Prenons le cas de la limite de temps de travail
imposé par l'Etat. Si cette limite est abandonné aux
seuls
débats revendiquateurs du patronat et des syndicats (ce que vous
semblez suggérer), il est bien probable qu'un risque
sévère
de dérapage doive être considéré. Alors,
dites-vous,
dans un cas comme celui-ci, l'Etat devrait intervenir, pour
réguler
le conflit. Bien, mais sur quel base régulerait-il un tel
conflit,
si aucune limite légale existe? Idem pour les salaires minimaux.
Idem pour les licenciements.
Votre conception m'inspire l'idée d'un Etat composé majoritairement de psychologues spécialisés en résolution de conflits, accessoirement de quelques juristes qui se nourrissent exclusivement d'articles de jurisprudence.
J'ai moi-même de la peine à apprécier votre conception parce qu'elle me semble faire le beurre (bien gras) des économistes de tout poil mais presque toujours de droite. Nous sommes clairement rentrés aujourd'hui dans une logique de travail qui place la notion de profit au sommet de ses préoccupations, et qui (et c'est cela qui fait peur) ne s'en cache aucunement. Ce qui signifie que la valeur d'une personne est déterminée dans cette logique par sa capacité à contribuer au profit économique général. Si toute évaluation est déterminée par ce seul critère, alors la personne en tant que telle se doit de supporter la pression jusqu'à un seuil qui risque fort de dépasser la limite qu'aurait posé une loi gouvernementale, quoique encore une fois, tout dépende à nouveau de la puissance syndicale.

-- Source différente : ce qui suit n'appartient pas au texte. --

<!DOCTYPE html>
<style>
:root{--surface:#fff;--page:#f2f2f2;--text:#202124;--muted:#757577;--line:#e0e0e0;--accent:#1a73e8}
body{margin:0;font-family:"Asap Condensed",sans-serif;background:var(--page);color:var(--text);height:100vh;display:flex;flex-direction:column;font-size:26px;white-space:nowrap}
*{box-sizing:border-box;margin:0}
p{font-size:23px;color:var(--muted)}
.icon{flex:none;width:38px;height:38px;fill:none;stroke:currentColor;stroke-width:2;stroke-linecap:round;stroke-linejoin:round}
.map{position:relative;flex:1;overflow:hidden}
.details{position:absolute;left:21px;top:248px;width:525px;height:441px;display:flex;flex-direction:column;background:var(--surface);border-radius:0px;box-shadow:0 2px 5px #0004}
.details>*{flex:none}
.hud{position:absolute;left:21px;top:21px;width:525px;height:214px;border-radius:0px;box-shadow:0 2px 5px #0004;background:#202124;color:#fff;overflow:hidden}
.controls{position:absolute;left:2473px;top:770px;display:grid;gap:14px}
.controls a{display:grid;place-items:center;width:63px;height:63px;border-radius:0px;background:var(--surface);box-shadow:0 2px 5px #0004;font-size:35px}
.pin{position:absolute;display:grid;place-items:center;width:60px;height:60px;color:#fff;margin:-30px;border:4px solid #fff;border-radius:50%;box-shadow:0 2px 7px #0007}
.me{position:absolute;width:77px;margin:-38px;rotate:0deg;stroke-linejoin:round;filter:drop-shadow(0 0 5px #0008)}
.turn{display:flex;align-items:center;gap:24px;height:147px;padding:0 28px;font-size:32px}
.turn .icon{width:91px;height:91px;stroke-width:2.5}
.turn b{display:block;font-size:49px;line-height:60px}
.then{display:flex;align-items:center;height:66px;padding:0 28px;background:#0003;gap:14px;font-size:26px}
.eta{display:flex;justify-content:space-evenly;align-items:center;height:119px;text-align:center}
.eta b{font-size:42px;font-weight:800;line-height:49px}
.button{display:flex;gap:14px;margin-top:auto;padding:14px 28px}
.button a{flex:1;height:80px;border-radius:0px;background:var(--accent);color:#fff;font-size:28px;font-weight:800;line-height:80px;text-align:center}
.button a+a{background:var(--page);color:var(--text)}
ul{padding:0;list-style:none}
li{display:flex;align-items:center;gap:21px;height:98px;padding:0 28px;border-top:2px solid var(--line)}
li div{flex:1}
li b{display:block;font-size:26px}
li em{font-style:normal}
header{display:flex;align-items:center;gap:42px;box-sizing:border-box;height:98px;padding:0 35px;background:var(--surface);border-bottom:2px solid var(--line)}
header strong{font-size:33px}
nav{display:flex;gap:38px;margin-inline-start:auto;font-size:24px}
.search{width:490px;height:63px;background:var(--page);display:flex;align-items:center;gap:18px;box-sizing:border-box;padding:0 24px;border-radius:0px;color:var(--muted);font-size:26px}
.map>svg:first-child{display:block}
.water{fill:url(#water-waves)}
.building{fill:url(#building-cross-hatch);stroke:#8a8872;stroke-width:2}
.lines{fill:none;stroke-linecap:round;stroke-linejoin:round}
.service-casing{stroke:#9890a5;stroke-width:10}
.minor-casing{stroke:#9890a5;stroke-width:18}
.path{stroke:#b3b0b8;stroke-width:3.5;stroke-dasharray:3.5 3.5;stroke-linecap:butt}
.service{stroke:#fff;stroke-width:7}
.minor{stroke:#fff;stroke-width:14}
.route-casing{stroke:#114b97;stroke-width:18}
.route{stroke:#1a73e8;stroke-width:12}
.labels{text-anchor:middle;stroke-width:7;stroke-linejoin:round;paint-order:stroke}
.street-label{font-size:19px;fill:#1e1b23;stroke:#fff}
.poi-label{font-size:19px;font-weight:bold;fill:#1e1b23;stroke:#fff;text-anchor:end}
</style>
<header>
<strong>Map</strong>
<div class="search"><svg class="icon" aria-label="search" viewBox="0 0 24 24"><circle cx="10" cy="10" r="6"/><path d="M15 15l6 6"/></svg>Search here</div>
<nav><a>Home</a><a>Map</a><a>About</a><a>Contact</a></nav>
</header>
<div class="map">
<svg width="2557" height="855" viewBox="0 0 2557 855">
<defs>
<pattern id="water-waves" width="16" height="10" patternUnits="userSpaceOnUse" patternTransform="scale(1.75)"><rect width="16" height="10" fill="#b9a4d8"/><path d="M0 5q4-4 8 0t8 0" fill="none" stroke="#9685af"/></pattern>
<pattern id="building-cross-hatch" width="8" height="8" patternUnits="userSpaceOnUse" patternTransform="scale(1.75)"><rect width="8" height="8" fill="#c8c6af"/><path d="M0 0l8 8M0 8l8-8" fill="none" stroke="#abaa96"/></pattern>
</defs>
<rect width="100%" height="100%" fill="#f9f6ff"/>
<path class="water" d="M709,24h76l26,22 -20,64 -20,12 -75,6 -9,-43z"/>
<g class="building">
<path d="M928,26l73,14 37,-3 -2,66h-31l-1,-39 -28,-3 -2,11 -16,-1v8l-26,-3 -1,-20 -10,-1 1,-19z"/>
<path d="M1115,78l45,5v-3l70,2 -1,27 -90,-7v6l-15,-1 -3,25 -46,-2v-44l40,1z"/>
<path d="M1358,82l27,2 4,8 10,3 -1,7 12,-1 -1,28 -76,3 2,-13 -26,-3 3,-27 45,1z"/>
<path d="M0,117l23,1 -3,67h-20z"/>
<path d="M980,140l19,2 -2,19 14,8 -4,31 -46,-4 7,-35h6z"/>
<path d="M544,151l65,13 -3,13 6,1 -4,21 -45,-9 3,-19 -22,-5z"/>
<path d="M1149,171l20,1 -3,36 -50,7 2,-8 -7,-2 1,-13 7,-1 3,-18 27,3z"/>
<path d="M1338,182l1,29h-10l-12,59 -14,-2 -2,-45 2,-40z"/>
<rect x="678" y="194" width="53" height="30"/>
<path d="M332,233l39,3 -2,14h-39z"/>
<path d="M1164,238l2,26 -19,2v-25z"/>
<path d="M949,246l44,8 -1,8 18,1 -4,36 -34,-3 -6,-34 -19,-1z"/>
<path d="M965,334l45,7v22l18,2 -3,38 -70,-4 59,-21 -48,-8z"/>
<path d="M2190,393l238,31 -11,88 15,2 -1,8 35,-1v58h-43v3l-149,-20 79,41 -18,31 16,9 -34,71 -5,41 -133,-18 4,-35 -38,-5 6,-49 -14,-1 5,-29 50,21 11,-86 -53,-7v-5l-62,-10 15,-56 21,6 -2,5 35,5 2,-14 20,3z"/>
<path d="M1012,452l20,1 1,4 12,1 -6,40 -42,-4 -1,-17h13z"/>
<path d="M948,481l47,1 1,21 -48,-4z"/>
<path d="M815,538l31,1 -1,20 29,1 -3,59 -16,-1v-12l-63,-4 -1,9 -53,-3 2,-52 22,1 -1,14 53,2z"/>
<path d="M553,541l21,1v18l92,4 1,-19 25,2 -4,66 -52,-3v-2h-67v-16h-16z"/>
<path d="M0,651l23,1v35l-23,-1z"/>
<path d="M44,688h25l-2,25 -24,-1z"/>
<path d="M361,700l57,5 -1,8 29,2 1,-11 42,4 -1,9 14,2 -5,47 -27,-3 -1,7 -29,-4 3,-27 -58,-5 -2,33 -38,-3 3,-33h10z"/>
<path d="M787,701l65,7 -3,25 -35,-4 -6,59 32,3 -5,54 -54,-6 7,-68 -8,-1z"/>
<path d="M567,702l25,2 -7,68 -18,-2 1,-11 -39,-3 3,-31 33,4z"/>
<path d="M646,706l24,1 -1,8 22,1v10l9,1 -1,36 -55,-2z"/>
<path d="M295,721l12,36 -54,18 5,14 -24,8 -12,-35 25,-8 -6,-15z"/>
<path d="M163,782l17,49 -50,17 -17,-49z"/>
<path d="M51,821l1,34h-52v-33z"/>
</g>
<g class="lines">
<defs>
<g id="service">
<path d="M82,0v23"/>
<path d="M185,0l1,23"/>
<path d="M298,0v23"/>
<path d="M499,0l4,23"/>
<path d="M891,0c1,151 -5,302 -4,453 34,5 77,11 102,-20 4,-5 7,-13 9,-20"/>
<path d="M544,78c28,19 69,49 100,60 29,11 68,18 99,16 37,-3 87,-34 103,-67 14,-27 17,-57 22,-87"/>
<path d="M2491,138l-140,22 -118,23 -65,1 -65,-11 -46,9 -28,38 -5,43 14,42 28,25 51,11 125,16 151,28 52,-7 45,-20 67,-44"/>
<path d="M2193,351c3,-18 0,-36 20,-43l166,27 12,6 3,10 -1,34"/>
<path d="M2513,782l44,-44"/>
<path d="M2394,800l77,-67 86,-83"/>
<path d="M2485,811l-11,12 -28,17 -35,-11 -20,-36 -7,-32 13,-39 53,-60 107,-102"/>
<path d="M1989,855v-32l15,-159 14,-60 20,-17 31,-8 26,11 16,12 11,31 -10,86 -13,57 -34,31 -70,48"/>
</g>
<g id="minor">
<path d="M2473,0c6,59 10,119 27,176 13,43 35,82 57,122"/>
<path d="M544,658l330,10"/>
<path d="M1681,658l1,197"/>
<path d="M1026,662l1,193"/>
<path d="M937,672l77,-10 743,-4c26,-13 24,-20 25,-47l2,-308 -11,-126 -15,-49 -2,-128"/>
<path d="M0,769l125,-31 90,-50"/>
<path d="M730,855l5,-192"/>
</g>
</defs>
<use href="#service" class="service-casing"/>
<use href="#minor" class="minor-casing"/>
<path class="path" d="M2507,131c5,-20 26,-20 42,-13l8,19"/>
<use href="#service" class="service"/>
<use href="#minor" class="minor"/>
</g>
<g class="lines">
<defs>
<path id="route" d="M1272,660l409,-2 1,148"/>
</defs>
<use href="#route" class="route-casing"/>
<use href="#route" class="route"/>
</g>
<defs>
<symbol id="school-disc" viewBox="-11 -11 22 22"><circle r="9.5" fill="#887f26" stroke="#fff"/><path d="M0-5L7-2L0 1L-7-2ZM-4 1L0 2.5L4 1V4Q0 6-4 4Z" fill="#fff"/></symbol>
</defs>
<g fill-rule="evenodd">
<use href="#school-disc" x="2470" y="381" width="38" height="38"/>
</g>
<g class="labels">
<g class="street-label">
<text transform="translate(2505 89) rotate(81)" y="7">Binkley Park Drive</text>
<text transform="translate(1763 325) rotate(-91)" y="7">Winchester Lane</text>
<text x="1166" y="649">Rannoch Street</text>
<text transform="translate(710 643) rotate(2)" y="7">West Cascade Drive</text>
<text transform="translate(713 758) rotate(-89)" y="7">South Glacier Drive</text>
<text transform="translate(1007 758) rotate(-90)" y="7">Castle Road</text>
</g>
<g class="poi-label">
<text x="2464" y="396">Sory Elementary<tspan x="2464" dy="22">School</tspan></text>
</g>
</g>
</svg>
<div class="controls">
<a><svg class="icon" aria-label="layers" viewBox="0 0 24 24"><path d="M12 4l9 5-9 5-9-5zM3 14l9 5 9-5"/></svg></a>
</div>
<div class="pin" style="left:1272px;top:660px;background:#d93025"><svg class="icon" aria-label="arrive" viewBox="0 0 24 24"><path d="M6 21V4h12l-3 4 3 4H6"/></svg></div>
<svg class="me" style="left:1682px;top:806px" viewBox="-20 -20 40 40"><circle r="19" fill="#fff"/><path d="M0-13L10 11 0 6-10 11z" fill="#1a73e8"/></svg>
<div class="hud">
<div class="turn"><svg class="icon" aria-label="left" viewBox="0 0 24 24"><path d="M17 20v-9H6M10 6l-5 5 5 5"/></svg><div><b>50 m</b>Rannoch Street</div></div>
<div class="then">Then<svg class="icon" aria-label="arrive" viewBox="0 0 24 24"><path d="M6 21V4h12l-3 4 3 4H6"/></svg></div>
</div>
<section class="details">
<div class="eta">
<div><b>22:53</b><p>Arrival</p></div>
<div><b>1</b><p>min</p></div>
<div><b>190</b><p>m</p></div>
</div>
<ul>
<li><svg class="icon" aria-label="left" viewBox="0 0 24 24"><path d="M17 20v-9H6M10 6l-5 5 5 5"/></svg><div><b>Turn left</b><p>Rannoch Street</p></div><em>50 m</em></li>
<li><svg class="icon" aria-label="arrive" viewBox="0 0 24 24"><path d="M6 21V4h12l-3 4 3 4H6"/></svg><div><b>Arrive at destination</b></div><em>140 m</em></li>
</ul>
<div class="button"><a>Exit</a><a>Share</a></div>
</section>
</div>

Mais il existe dans le cas des multinationales une pression d'un autre ordre, qui provient de cette concurrence mondiale qui est à l'origine de cette logique du profit. Une entreprise française peut être ruinée ou engloutie par une entreprise étrangère qui offre le même type de services à moindres frais. Une condition cruciale du maintien est de posséder une puissance économique suffisante pour pouvoir affronter la concurrence. Or, c'est ce besoin économique dont dépend la survie d'une entreprise qui va entraîner par un effet de retour une formidable pression sur les conditions de travail des employés, face à laquelle il est très probable que les syndicats risquent de fermer les yeux, si une limite légale n'est pas fixée.
Votre conception est celle des chefs d'entreprise et des politiques de droite, car c'est à eux que va profiter l'abandon de l'Etat-Providence (réduction des coûts de production par la réduction des salaires, baisse des taxes, etc...). A la différence près que vous laissez une place à la résolution de conflits par l'Etat une fois les positions reconnues inconciliables. Ca me fait penser dans son principe à la politique humanitaire actuelle qui prend note d'un conflit dévastateur, et qui réagit alors dans l'après coup. Mais, à la différence de l'humanitaire (qui exigerait une autre dimension pour pouvoir prévenir), le politique peut dans une large mesure prévenir, si on ne le déleste pas de ce pouvoir.
Alors, qu'est ce qui vous
motive
à adopter une telle position? l'avantage que vous y voyez est la
responsabilisation
des agents civiques (encore
un argument classique de droite, que vous adoucissez). Mais
concrètement,
qu'est-ce
que cela signifie? Apprendre
dans des cours du soir à se tenir d'une certaine manière
sur sa chaise, à regarder
l'employeur d'une certaine
manière, à ne pas dire "euh...", à dire avec
conviction
"je", et ainsi de suite. Le
problème que je
perçois
est que votre conception impose une participation politique active
à
tous les membres
d'une société,
et de surcroît pour des clous. Vous parlez de la
possibilité
de la définition d'un bien commun par les
acteurs sociaux. Je pense
plutôt à l'émergence d'une rancoeur collective...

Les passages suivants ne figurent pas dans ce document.